TASK DESCRIPTION –
Keep the pictures out and restate every record exactly.

Collected data –
----

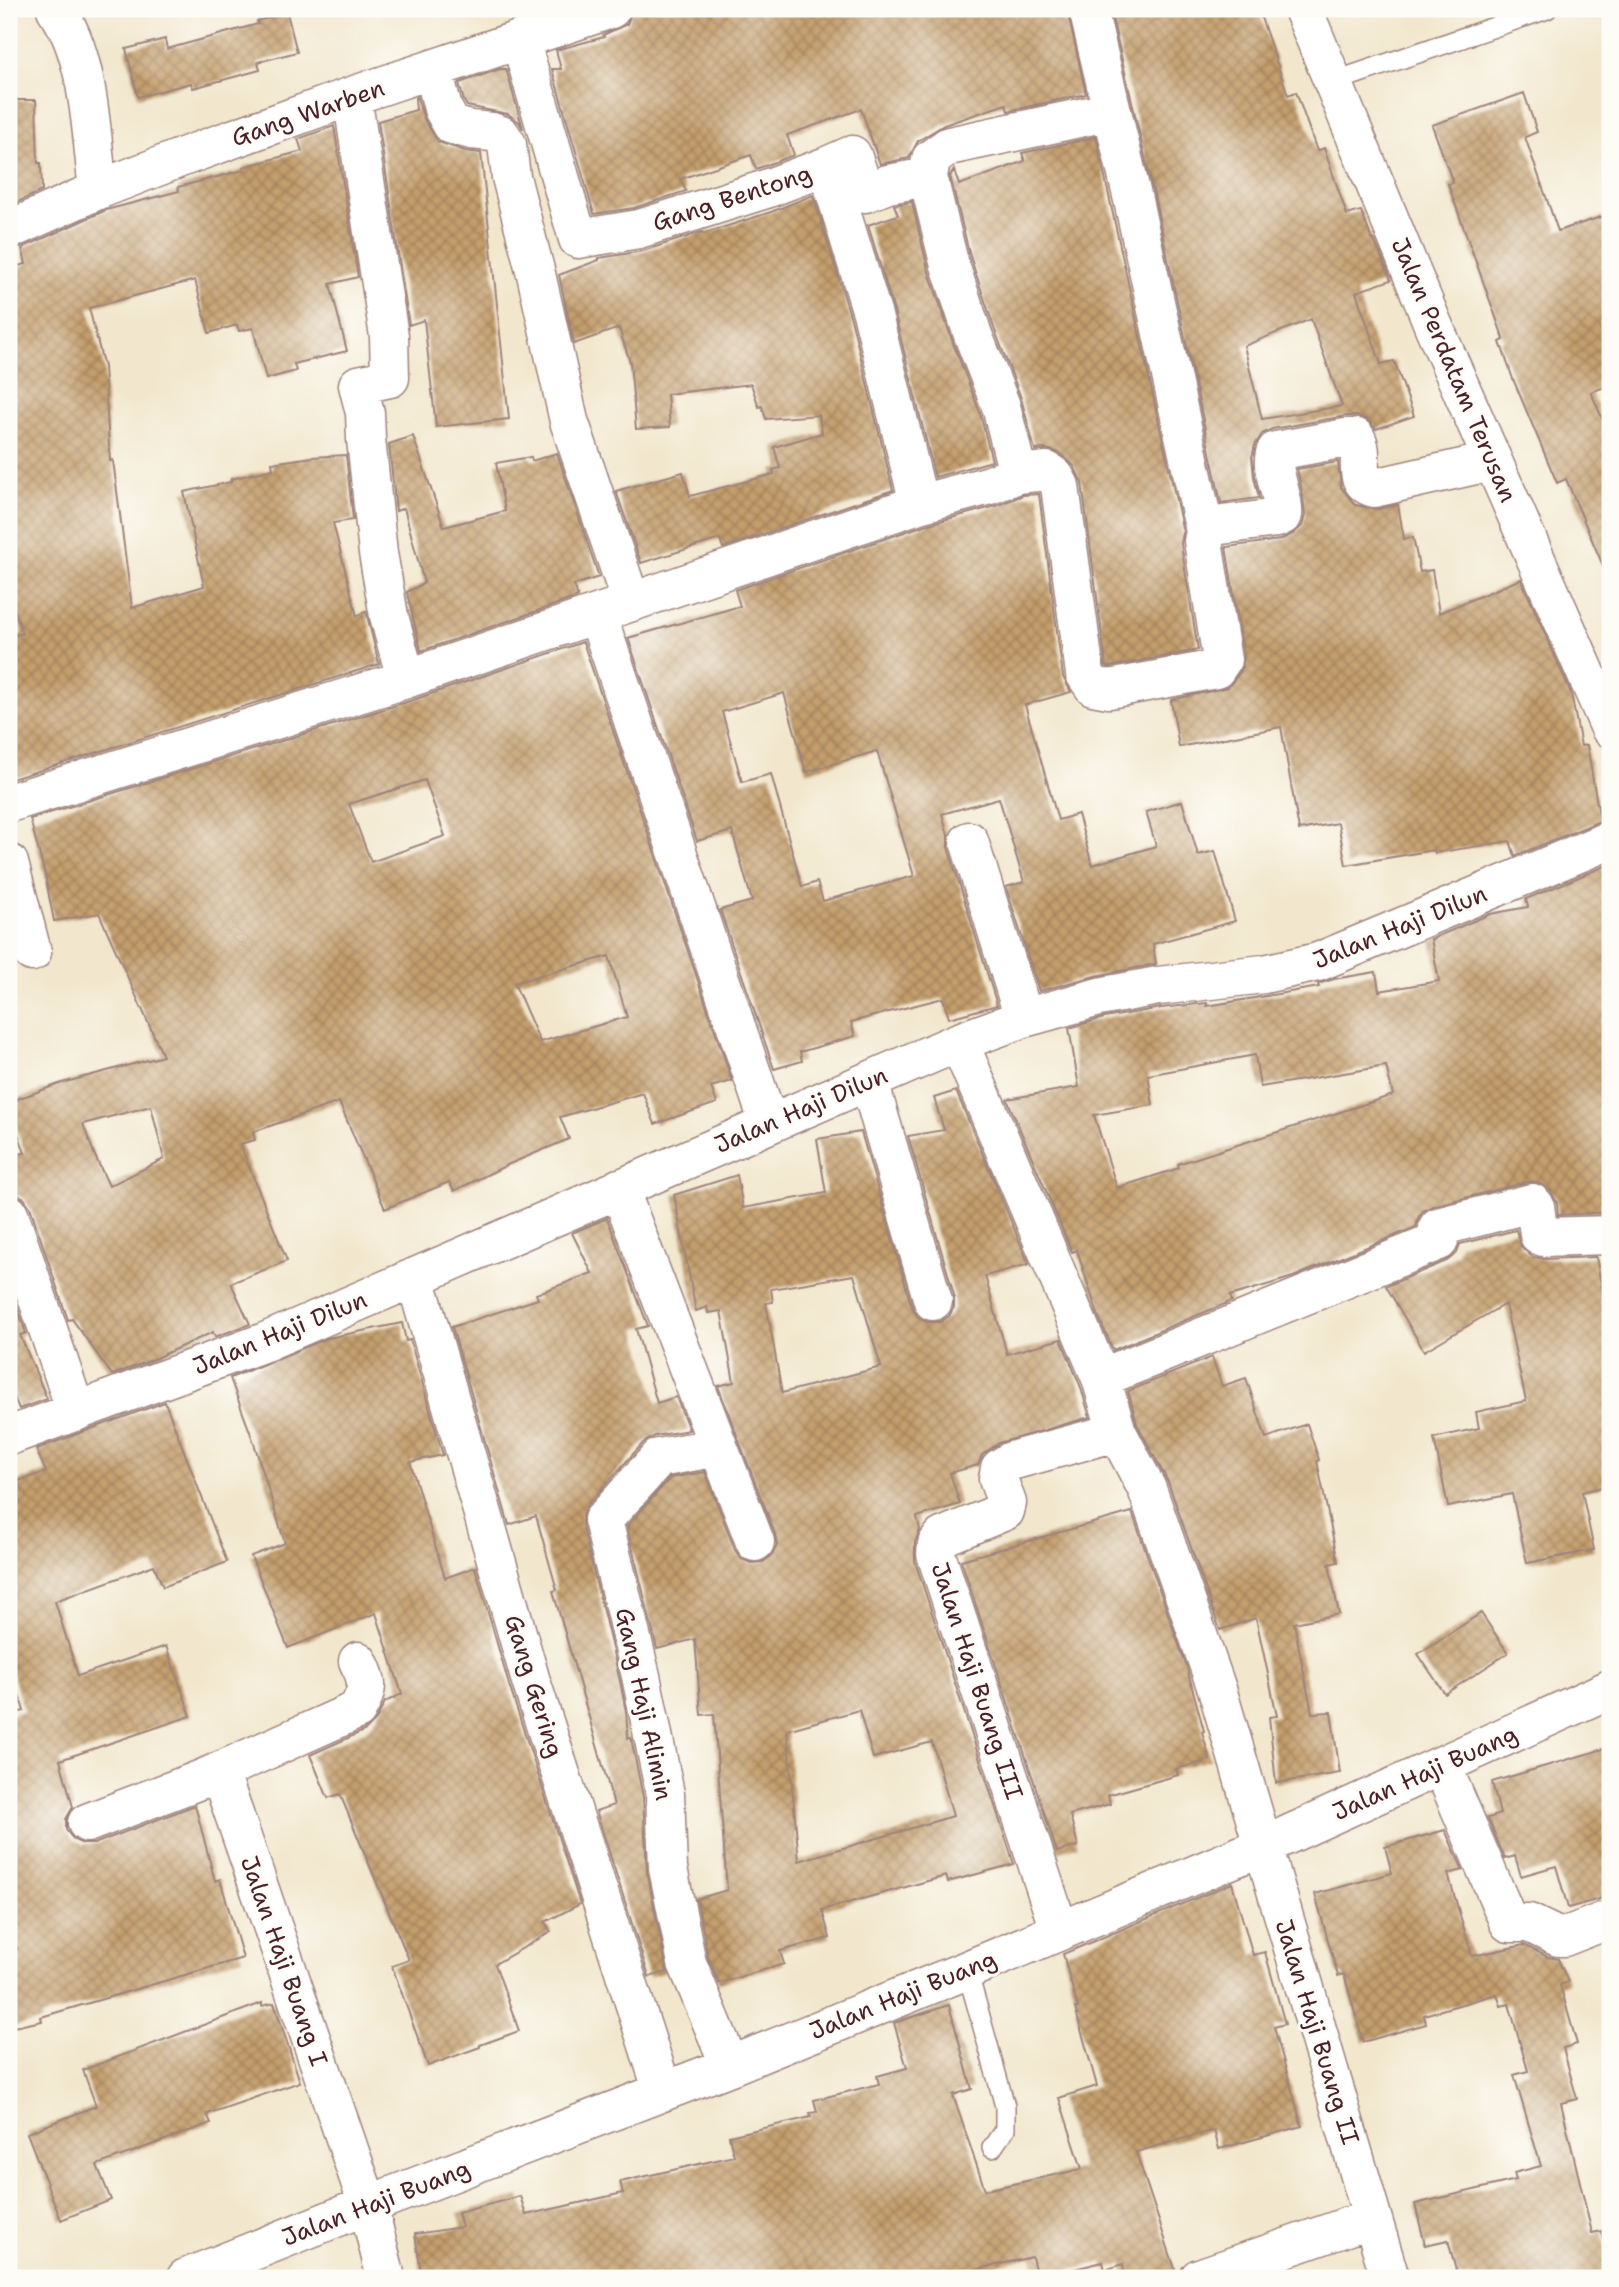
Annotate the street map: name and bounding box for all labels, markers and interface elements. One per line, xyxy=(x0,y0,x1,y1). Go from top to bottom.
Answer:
street label: Gang Warben xyxy=(227,72,389,154)
street label: Gang Bentong xyxy=(648,157,816,239)
street label: Jalan Perdatam Terusan xyxy=(1384,233,1524,507)
street label: Jalan Haji Dilun xyxy=(1308,878,1492,976)
street label: Jalan Haji Dilun xyxy=(710,1059,892,1161)
street label: Jalan Haji Dilun xyxy=(188,1284,372,1382)
street label: Jalan Haji Buang III xyxy=(924,1558,1030,1804)
street label: Gang Haji Alimin xyxy=(608,1605,680,1803)
street label: Gang Gering xyxy=(497,1611,571,1761)
street label: Jalan Haji Buang xyxy=(1328,1718,1522,1828)
street label: Jalan Haji Buang I xyxy=(233,1852,335,2070)
street label: Jalan Haji Buang II xyxy=(1267,1915,1367,2149)
street label: Jalan Haji Buang xyxy=(805,1943,1001,2047)
street label: Jalan Haji Buang xyxy=(277,2152,475,2254)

----

SOLUTION FOR THIS EXERCISE –
Annotate the street map: name and bounding box for all labels, markers and interface elements. One per line, xyxy=(x0,y0,x1,y1). Go from top to bottom.
Answer:
street label: Gang Warben xyxy=(227,72,389,154)
street label: Gang Bentong xyxy=(648,157,816,239)
street label: Jalan Perdatam Terusan xyxy=(1384,233,1524,507)
street label: Jalan Haji Dilun xyxy=(1308,878,1492,976)
street label: Jalan Haji Dilun xyxy=(710,1059,892,1161)
street label: Jalan Haji Dilun xyxy=(188,1284,372,1382)
street label: Jalan Haji Buang III xyxy=(924,1558,1030,1804)
street label: Gang Haji Alimin xyxy=(608,1605,680,1803)
street label: Gang Gering xyxy=(497,1611,571,1761)
street label: Jalan Haji Buang xyxy=(1328,1718,1522,1828)
street label: Jalan Haji Buang I xyxy=(233,1852,335,2070)
street label: Jalan Haji Buang II xyxy=(1267,1915,1367,2149)
street label: Jalan Haji Buang xyxy=(805,1943,1001,2047)
street label: Jalan Haji Buang xyxy=(277,2152,475,2254)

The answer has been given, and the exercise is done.